Es uno de esos errores que parecen imposibles hasta que ves la factura: se diseña una operación logística de hidrógeno para llenar un tanque de destino a 300 bar, se contrata el suministro en contenedores MEGC (los grandes bancos de botellas para transporte por carretera) también a 300 bar, y cuando llega el primer camión resulta que buena parte del gas se queda dentro del MEGC y hay que devolverlo. La cadena de suministro que parecía dimensionada al milímetro entrega mucho menos de lo previsto.
El origen del problema no es una avería ni un fallo de fabricación. Es termodinámica elemental aplicada mal.
El gas no fluye contra sí mismo
Un gas se mueve de donde hay más presión a donde hay menos. En el momento en que conectas un MEGC a 300 bar con un tanque a una presión inferior, el hidrógeno pasa del contenedor al depósito. Pero el trasvase se detiene en cuanto las presiones se igualan. A partir de ahí no hay fuerza que empuje más gas: ambos lados están al mismo nivel y el sistema está en equilibrio.
Si tu tanque de destino tiene que quedar a 300 bar y tu MEGC también está a 300 bar, la consecuencia es directa: el trasvase se para mucho antes de llenar el destino a su presión objetivo, porque para entonces el MEGC ya ha caído por debajo de 300 bar. Y el gas que queda en el MEGC —que puede ser una fracción muy importante de su contenido— no se puede entregar por simple diferencia de presión. Vuelve al proveedor en el camión.
Un ejemplo mental con números redondos
Imagina un MEGC que sale de la planta de suministro a 300 bar y un depósito de destino vacío que quieres dejar a 300 bar. Conectas ambos. El hidrógeno fluye… hasta que los dos se igualan en algún valor intermedio, pongamos del orden de la mitad, dependiendo de los volúmenes relativos de MEGC y tanque. En ese punto:
- El tanque no ha llegado a 300 bar: se ha quedado a la presión de equilibrio.

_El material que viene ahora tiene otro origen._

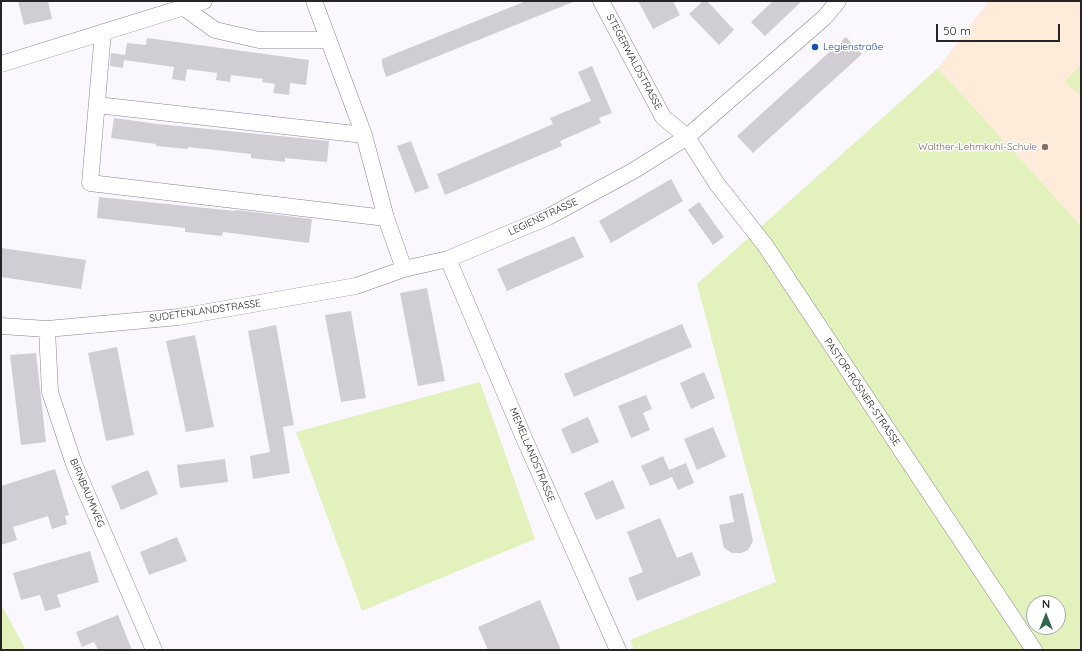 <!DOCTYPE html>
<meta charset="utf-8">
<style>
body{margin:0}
#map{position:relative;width:1082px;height:651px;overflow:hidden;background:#faf7fe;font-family:Quicksand,sans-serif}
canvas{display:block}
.frame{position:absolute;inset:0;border:2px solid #252426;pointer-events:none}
.north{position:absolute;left:1026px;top:595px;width:40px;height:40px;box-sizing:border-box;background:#fff;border:1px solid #a8a7a8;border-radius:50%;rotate:0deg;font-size:11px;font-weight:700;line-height:16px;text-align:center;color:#252426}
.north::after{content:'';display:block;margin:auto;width:14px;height:18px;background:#30664c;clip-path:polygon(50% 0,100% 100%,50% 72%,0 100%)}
.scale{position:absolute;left:936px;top:24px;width:124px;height:18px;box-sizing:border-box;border:2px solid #252426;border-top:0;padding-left:5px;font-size:12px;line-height:14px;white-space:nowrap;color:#252426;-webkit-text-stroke:3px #fff;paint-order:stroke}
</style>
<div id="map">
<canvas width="1082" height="651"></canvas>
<div class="frame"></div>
<div class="north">N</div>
<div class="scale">50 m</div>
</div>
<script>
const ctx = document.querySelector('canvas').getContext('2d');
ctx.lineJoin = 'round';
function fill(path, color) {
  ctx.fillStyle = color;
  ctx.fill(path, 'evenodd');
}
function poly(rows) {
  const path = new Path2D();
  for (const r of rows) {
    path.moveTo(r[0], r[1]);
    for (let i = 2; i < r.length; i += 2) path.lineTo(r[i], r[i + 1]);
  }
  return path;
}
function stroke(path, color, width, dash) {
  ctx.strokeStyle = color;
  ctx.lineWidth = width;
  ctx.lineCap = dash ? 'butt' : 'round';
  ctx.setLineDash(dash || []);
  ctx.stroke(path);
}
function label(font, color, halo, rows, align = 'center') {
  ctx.font = font + ' Quicksand,sans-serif';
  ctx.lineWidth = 3;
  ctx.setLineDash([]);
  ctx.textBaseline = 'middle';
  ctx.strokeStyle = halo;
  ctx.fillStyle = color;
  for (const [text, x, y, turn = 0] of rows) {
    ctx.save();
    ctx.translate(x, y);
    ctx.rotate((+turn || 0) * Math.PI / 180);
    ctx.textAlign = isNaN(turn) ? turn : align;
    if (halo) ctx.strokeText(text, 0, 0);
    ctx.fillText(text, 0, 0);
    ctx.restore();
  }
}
fill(poly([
 [989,1,1081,1,1081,226,938,68]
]), '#feebda');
fill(poly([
 [1081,64,1081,96,1065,82],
 [938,68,1081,226,1081,650,634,650,630,640,776,582,697,284],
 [1034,603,1058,603,1058,627,1034,627],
 [480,382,535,539,362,611,296,432],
 [1,604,26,650,1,650]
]), '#e3f2bd');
fill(poly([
 [18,1,48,1,52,19,24,25],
 [526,1,573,2,386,77,382,64,382,59],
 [638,1,673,1,680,15,653,29],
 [703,1,707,1,734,30,719,45,689,14],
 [773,1,802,1,765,36,751,22],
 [846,37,862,54,753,153,737,136],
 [147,38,309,60,306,85,290,83,289,95,273,93,275,84,262,82,263,79,231,75,230,82,216,80,217,73,187,69,185,81,172,79,174,67,124,60,123,68,110,66,111,53,125,55,127,43,146,45],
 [592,66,612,113,599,118,601,123,560,141,562,146,445,195,437,174,553,124,550,118,591,101,578,72],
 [114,118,158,124,329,141,327,162,285,158,285,162,251,158,251,154,188,147,188,149,156,146,156,144,111,138],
 [411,141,429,188,415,193,397,146],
 [671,179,683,201,611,243,599,221],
 [99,197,235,211,236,210,312,219,309,243,223,232,222,236,185,232,185,228,97,218],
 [699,202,724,237,713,245,688,210],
 [574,236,584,257,507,291,497,269],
 [1,248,86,260,81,289,1,277],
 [427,288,445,381,418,386,400,293],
 [351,311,366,398,341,402,325,315],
 [682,324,692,347,574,397,564,374],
 [276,325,294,425,283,427,290,473,253,479,250,456,270,452,248,331],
 [195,335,214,427,186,432,166,341],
 [117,347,134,435,106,441,88,353],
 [36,353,46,442,21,445,10,355],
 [704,372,715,398,691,409,680,383],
 [646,395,652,409,643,413,650,430,631,438,618,406],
 [588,417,599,442,572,454,561,429],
 [713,427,726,457,697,470,684,439],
 [663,456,669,470,686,463,694,483,678,490,672,477,650,486,641,466],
 [225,459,228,482,180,488,177,465],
 [55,469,69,515,65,516,67,524,52,529,48,516,13,527,17,540,1,545,1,486],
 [148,470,158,494,121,510,111,486],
 [613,480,625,508,596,520,584,493],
 [743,493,753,541,748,550,741,553,732,553,724,548,719,525,734,522,729,496],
 [660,518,677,558,692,552,701,575,637,601,628,578,643,572,627,532],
 [177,537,187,561,149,575,140,552],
 [90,551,99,582,57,595,61,607,45,611,40,595,21,600,13,573],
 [540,600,561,650,488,650,478,627],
 [118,615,132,650,98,650,94,642,82,647,76,632]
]), '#d0ced4');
const street = poly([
 [314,1,364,135,386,218,404,269],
 [601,1,663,117,687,137,717,184,765,245,1034,650],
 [183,7,215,30,259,40,328,40],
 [103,32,90,183,386,218],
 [1,64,204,1],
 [97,105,364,135],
 [448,259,524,438,618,650],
 [1,326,47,329,179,317,356,286,404,269,448,259,548,217,633,171,687,137,825,17,838,1],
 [47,329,50,392,74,464,154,650]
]);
stroke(street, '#87858b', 17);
stroke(street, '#fff', 16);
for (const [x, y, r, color] of [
 [815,47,4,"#1a4fb4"],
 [1045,147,4,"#8d6e63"]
]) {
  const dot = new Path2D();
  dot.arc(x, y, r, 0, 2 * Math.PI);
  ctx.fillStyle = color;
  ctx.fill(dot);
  stroke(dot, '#fff', 1.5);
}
label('10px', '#164399', '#fff', [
 ["Legienstraße",823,47]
], 'left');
label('10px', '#252426', '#fff', [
 ["STEGERWALDSTRASSE",634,62,62],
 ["LEGIENSTRASSE",543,217,-25],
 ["SUDETENLANDSTRASSE",205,311,-8],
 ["PASTOR-RÖSNER-STRASSE",862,392,56],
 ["MEMELLANDSTRASSE",532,455,67],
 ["BIRNBAUMWEG",87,493,67]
]);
label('10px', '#785e54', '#fff', [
 ["Walther-Lehmkuhl-Schule",1037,147]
], 'right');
</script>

- El MEGC no está vacío: conserva todo el gas que hay por debajo de esa presión de equilibrio.
Para “exprimir” el MEGC por debajo de la presión del tanque, y para subir el tanque hasta sus 300 bar objetivo, hace falta comunicar energía al gas: un compresor. Sin esa etapa, el balance de presiones manda y la entrega útil por viaje es una fracción del contenido nominal del contenedor. Si has calculado el número de camiones al mes suponiendo que cada MEGC entrega todo su gas, tu logística real costará bastante más de lo previsto.

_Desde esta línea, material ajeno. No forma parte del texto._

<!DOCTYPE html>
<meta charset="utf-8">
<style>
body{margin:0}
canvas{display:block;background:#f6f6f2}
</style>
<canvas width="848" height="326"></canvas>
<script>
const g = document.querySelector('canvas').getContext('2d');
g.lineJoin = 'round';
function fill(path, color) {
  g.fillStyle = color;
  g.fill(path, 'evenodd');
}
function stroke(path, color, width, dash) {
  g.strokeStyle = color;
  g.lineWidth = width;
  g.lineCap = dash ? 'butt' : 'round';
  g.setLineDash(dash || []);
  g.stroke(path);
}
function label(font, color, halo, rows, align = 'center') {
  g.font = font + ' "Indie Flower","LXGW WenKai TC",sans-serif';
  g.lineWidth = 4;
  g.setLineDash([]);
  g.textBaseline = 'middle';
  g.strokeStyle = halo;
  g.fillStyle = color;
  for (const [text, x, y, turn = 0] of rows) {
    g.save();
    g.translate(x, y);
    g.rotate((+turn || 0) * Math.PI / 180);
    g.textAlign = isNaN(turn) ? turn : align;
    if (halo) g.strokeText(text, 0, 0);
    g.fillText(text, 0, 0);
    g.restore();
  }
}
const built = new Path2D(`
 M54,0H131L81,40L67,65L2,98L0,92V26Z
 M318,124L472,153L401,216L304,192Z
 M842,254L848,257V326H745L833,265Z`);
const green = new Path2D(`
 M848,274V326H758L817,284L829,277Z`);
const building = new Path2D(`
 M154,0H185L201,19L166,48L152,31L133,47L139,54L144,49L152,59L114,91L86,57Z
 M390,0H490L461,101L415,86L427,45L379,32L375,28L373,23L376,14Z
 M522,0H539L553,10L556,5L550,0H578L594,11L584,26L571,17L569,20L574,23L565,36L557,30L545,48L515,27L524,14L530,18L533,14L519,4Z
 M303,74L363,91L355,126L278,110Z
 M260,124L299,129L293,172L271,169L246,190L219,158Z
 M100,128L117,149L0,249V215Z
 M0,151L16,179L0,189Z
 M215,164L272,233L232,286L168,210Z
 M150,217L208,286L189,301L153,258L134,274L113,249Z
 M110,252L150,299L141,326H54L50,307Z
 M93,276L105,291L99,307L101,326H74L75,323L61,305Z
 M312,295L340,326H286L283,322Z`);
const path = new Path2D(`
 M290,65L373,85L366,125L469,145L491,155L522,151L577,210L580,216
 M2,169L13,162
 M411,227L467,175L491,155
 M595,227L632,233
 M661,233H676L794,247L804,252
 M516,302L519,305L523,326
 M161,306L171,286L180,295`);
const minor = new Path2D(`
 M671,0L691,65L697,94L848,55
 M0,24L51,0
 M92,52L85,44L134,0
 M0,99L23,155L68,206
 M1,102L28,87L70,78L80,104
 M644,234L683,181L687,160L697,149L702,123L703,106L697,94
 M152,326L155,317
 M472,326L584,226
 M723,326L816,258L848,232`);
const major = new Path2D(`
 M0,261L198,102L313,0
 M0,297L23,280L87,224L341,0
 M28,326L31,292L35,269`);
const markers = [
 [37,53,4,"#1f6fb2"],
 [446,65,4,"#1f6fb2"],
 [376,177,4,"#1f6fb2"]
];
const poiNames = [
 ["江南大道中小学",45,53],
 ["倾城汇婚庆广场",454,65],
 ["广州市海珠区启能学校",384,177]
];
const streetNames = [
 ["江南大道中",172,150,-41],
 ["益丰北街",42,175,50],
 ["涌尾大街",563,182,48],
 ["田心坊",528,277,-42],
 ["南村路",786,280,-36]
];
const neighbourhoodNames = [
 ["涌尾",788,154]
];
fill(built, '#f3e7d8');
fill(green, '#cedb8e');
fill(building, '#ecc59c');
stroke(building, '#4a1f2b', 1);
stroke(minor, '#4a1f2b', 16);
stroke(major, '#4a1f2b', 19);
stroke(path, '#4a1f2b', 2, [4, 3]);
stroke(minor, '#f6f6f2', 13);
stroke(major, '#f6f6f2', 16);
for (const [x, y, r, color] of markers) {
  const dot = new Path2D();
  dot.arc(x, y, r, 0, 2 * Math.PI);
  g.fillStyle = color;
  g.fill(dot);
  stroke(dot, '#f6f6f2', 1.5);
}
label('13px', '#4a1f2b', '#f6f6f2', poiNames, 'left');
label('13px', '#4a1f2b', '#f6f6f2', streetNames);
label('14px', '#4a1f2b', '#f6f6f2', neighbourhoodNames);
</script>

Por qué se cuela este error
- En la ficha, el MEGC “tiene” una cantidad de hidrógeno a 300 bar. Es fácil asumir que esa cantidad es la que entregas en cada viaje. No lo es: solo entregas la diferencia entre la presión de salida del MEGC y la presión a la que se queda el sistema.
- La presión de destino se fija por requisito de proceso (el equipo que consume el hidrógeno quiere 300 bar) y se elige el mismo nivel para el suministro “por simetría”, sin pensar en el gradiente necesario para el trasvase.
- La compresión se ve como un coste a evitar y se intenta diseñar la operación sin ella, precisamente cuando es la pieza que hace viable el trasvase.
Cómo se diseña bien
La solución no es exótica; es reconocer que cualquier trasvase real necesita un gradiente de presión y dimensionarlo:
- Introduce compresión entre el MEGC y el tanque de destino. El compresor toma el hidrógeno del MEGC —incluso a presiones bajas— y lo eleva hasta los 300 bar del destino, permitiendo vaciar el contenedor mucho más a fondo y llenar el depósito a su presión objetivo.
- Suministra el MEGC a una presión superior a la del destino si la operación lo permite (por ejemplo, MEGC a mayor presión para llenar un destino a 300 bar por cascada). Aun así, la última parte del vaciado seguirá necesitando compresión o quedará gas remanente.
- Calcula la entrega útil por viaje, no el contenido nominal. La cifra que importa para la logística es cuántos kilogramos transfieres de verdad en cada operación, considerando la presión residual con la que el MEGC vuelve.
- Diseña por cascada cuando gestiones varios bancos: escalonar presiones permite aprovechar mejor el gas antes de recurrir a la compresión final.
La lección
El detalle es engañosamente simple —“el gas no fluye contra la misma presión”— pero sus consecuencias económicas son enormes: condiciona el número de camiones, el tamaño del compresor, el coste operativo y hasta la viabilidad de la ruta de suministro. Es un ejemplo perfecto de por qué el almacenamiento y la logística del hidrógeno se diseñan pensando en balances de presión y termodinámica del trasvase, no en la cantidad que figura en la etiqueta del contenedor.